*** Block opens ***

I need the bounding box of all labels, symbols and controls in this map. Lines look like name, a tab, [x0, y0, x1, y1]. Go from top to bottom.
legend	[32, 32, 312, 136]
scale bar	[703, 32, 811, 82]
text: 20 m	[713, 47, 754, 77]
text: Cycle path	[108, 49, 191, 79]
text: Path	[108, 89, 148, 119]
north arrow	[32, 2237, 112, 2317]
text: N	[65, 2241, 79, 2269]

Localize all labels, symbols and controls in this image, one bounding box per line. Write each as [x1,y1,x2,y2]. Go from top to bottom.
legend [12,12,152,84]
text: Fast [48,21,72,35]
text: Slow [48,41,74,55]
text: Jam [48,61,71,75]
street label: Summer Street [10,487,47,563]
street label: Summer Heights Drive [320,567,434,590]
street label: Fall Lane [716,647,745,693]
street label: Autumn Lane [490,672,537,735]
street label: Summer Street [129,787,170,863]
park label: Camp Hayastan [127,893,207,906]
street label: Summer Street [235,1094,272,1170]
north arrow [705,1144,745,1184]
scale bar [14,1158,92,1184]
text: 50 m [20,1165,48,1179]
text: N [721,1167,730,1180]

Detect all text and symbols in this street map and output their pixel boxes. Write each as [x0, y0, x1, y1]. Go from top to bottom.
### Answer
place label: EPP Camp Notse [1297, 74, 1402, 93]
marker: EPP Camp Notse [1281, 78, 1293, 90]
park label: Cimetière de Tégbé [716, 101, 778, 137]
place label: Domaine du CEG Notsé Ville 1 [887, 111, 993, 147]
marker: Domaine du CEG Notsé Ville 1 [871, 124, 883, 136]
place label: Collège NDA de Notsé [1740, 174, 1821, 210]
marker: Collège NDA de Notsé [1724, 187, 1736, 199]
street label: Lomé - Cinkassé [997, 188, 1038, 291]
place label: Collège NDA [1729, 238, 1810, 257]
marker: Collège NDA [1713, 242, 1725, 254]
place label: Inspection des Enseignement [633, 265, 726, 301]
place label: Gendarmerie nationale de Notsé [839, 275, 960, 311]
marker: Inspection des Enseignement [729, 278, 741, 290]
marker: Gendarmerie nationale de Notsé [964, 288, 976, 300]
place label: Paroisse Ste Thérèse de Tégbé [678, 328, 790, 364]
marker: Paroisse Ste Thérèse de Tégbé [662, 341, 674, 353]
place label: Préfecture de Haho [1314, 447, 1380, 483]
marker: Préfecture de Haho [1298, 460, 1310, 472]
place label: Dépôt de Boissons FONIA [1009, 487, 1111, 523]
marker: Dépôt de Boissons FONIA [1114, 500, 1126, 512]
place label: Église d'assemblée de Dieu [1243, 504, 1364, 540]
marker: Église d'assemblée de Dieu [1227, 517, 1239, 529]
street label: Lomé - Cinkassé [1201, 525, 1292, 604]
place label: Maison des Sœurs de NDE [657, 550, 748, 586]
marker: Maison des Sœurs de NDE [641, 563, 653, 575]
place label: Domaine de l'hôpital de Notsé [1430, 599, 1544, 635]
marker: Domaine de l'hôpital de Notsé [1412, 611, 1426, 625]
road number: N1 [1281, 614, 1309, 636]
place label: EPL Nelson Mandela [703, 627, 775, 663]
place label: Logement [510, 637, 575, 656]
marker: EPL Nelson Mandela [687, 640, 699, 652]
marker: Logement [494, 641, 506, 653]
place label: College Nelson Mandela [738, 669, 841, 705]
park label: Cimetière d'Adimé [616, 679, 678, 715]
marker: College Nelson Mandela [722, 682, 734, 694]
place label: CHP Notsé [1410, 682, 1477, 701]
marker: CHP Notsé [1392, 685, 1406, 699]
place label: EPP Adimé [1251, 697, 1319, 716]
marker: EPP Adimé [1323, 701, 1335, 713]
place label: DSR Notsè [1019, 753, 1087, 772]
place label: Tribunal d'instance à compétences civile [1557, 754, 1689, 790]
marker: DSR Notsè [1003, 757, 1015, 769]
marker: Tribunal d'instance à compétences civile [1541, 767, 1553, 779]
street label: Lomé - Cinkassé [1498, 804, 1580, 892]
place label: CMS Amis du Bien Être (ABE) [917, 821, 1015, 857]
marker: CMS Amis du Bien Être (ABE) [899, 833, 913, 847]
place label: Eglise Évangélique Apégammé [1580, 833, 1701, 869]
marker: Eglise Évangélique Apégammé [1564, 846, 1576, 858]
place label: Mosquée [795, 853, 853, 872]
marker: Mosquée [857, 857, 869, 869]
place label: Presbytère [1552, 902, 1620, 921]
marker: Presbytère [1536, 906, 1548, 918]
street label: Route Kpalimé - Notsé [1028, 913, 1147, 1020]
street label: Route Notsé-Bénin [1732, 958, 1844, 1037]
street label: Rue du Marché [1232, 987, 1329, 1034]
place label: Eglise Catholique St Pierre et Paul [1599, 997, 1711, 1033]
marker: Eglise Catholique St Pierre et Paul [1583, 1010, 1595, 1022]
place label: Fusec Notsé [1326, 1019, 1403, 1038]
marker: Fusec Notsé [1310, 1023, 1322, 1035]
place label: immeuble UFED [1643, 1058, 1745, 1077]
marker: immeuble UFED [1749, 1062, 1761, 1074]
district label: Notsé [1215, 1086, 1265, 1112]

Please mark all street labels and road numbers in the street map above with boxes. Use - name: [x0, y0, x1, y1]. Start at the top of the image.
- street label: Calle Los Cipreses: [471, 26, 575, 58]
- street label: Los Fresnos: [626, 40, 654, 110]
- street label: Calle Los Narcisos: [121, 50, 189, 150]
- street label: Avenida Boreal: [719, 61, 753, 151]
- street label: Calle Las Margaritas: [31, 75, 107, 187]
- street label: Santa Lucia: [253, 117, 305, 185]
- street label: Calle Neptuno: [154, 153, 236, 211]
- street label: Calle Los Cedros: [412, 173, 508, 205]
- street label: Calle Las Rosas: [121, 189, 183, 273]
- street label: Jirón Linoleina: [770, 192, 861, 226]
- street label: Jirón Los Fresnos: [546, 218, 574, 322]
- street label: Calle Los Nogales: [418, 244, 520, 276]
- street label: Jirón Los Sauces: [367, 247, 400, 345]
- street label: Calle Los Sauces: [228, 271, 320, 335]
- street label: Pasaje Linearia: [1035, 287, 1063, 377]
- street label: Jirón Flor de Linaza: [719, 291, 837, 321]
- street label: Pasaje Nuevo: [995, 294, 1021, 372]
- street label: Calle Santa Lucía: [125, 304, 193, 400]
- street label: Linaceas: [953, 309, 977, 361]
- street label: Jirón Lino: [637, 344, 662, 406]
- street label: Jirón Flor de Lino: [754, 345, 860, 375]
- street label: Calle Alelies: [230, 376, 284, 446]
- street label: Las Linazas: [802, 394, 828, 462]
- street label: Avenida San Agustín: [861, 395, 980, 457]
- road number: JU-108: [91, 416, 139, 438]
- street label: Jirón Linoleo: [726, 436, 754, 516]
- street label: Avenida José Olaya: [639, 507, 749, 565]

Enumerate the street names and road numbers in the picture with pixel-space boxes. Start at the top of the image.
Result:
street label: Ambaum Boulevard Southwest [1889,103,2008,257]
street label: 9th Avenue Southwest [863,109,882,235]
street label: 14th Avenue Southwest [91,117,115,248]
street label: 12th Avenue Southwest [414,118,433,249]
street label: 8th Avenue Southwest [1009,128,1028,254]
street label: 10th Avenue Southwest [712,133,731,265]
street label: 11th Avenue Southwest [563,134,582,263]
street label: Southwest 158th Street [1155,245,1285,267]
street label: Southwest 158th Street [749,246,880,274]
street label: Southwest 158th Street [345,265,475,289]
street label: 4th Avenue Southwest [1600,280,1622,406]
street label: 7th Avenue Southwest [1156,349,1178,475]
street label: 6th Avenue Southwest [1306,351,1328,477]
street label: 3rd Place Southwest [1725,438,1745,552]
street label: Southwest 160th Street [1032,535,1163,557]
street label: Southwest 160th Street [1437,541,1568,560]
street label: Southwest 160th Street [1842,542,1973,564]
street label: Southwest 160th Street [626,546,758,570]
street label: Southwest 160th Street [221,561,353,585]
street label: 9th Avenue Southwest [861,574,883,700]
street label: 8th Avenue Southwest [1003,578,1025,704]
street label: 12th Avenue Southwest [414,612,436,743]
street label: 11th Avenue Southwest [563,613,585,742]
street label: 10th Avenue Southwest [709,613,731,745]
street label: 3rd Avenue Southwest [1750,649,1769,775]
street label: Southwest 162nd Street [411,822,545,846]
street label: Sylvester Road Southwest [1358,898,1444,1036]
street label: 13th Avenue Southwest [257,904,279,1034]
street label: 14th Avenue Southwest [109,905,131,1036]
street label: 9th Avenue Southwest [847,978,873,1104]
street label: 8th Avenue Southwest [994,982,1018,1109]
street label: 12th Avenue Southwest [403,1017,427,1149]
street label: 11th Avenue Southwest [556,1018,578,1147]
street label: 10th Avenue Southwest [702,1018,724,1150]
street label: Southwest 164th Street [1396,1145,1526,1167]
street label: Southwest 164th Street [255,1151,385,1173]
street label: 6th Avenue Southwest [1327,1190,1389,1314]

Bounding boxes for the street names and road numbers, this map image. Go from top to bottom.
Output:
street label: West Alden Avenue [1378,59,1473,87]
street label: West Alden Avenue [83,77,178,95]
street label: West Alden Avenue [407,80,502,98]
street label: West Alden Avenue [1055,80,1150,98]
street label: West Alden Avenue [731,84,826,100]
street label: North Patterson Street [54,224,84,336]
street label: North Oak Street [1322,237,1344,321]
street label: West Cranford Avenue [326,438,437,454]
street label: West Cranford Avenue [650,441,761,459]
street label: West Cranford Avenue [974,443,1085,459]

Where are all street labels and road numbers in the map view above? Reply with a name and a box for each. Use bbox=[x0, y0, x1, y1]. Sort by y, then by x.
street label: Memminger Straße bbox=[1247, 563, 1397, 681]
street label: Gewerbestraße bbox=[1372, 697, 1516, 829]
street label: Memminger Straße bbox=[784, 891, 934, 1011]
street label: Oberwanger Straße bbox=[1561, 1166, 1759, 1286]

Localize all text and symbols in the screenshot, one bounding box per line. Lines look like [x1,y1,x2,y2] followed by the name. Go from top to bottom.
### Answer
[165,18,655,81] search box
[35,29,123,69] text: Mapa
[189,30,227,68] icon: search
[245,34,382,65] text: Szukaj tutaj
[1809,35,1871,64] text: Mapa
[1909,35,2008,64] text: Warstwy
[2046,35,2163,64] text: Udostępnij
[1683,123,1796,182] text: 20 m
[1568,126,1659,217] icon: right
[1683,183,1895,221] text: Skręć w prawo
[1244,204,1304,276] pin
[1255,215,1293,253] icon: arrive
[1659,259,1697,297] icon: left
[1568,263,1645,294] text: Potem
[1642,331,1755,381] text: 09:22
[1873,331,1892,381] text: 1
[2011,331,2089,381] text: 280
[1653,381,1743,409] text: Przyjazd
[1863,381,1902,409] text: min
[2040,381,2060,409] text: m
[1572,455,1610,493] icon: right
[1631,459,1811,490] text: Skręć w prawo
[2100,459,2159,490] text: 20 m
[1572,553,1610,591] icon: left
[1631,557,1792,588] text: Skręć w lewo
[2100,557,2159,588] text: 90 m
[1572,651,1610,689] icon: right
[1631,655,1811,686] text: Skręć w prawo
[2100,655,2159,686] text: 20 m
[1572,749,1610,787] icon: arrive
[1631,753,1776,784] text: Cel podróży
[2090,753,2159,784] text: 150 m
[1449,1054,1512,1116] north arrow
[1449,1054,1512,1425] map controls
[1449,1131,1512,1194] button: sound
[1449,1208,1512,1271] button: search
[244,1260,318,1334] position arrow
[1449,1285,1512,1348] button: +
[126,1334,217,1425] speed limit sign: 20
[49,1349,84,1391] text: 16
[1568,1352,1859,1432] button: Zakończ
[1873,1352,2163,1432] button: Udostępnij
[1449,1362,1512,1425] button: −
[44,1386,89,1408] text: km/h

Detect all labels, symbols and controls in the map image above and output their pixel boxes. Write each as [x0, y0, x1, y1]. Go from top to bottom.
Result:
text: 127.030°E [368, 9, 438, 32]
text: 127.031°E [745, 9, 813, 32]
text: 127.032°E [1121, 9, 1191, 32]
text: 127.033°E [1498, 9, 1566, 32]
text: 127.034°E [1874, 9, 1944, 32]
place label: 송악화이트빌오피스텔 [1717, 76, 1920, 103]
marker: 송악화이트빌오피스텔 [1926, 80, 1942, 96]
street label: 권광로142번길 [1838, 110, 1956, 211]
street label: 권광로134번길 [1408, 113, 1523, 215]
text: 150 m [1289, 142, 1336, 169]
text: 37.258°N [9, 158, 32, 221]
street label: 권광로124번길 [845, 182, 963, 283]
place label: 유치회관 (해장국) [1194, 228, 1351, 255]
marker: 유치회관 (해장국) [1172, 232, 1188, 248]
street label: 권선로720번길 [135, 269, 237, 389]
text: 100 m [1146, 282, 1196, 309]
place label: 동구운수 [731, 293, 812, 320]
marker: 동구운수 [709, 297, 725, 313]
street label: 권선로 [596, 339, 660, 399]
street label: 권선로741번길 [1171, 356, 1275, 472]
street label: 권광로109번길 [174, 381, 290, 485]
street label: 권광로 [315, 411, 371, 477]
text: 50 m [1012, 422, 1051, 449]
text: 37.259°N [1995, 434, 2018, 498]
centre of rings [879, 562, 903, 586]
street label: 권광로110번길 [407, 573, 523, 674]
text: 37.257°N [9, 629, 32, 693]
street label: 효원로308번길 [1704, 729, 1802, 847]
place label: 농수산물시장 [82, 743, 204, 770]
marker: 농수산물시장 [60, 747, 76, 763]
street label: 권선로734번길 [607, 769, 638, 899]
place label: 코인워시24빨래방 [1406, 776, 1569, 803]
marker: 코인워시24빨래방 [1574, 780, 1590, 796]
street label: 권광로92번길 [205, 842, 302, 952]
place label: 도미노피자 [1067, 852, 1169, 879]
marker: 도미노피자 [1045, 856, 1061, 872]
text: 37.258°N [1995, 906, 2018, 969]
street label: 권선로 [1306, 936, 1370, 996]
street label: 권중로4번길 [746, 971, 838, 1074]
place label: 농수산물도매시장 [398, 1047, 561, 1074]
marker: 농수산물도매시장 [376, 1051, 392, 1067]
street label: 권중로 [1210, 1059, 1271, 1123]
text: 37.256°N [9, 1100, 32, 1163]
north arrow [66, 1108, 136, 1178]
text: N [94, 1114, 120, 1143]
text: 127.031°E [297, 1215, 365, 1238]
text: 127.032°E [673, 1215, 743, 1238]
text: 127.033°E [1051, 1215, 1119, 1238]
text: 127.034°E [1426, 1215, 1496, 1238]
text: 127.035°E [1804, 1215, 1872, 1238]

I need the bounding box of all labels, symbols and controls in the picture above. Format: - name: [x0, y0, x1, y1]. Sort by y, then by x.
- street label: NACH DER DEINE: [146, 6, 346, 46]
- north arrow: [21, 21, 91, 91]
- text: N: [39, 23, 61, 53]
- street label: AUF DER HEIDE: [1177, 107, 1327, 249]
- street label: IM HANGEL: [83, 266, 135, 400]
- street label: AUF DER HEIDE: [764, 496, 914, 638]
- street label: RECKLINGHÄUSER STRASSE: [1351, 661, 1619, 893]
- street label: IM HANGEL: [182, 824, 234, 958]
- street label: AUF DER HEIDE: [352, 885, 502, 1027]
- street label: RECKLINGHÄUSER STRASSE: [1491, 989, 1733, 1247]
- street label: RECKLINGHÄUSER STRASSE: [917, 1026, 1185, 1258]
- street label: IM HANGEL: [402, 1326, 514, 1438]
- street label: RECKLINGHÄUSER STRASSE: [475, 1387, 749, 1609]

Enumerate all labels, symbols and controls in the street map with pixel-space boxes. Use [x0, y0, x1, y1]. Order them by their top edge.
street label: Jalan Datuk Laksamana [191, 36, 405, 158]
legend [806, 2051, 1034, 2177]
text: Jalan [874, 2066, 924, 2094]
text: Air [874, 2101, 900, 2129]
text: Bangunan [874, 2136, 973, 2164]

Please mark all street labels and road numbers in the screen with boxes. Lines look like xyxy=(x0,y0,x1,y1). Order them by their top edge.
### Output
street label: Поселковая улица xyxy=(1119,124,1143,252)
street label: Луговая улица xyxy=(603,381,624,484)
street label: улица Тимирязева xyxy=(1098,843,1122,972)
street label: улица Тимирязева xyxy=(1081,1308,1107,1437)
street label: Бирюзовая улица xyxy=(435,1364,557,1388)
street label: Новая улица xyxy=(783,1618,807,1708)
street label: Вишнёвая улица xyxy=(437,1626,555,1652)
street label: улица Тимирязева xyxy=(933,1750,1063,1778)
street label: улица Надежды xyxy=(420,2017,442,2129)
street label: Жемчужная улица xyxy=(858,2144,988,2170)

*** Block closes ***

**Task objective**
Lines from the top of the entries through the line with "Detect all text" are to be transcribed exactly, and nothing more.

**Exercise response**
I need the bounding box of all labels, symbols and controls in this map. Lines look like name, a tab, [x0, y0, x1, y1]. Go from top to bottom.
legend	[32, 32, 312, 136]
scale bar	[703, 32, 811, 82]
text: 20 m	[713, 47, 754, 77]
text: Cycle path	[108, 49, 191, 79]
text: Path	[108, 89, 148, 119]
north arrow	[32, 2237, 112, 2317]
text: N	[65, 2241, 79, 2269]

Localize all labels, symbols and controls in this image, one bounding box per line. Write each as [x1,y1,x2,y2]. Go from top to bottom.
legend [12,12,152,84]
text: Fast [48,21,72,35]
text: Slow [48,41,74,55]
text: Jam [48,61,71,75]
street label: Summer Street [10,487,47,563]
street label: Summer Heights Drive [320,567,434,590]
street label: Fall Lane [716,647,745,693]
street label: Autumn Lane [490,672,537,735]
street label: Summer Street [129,787,170,863]
park label: Camp Hayastan [127,893,207,906]
street label: Summer Street [235,1094,272,1170]
north arrow [705,1144,745,1184]
scale bar [14,1158,92,1184]
text: 50 m [20,1165,48,1179]
text: N [721,1167,730,1180]

Detect all text and symbols in this street map and output their pixel boxes. Write each as [x0, y0, x1, y1]. Go from top to bottom.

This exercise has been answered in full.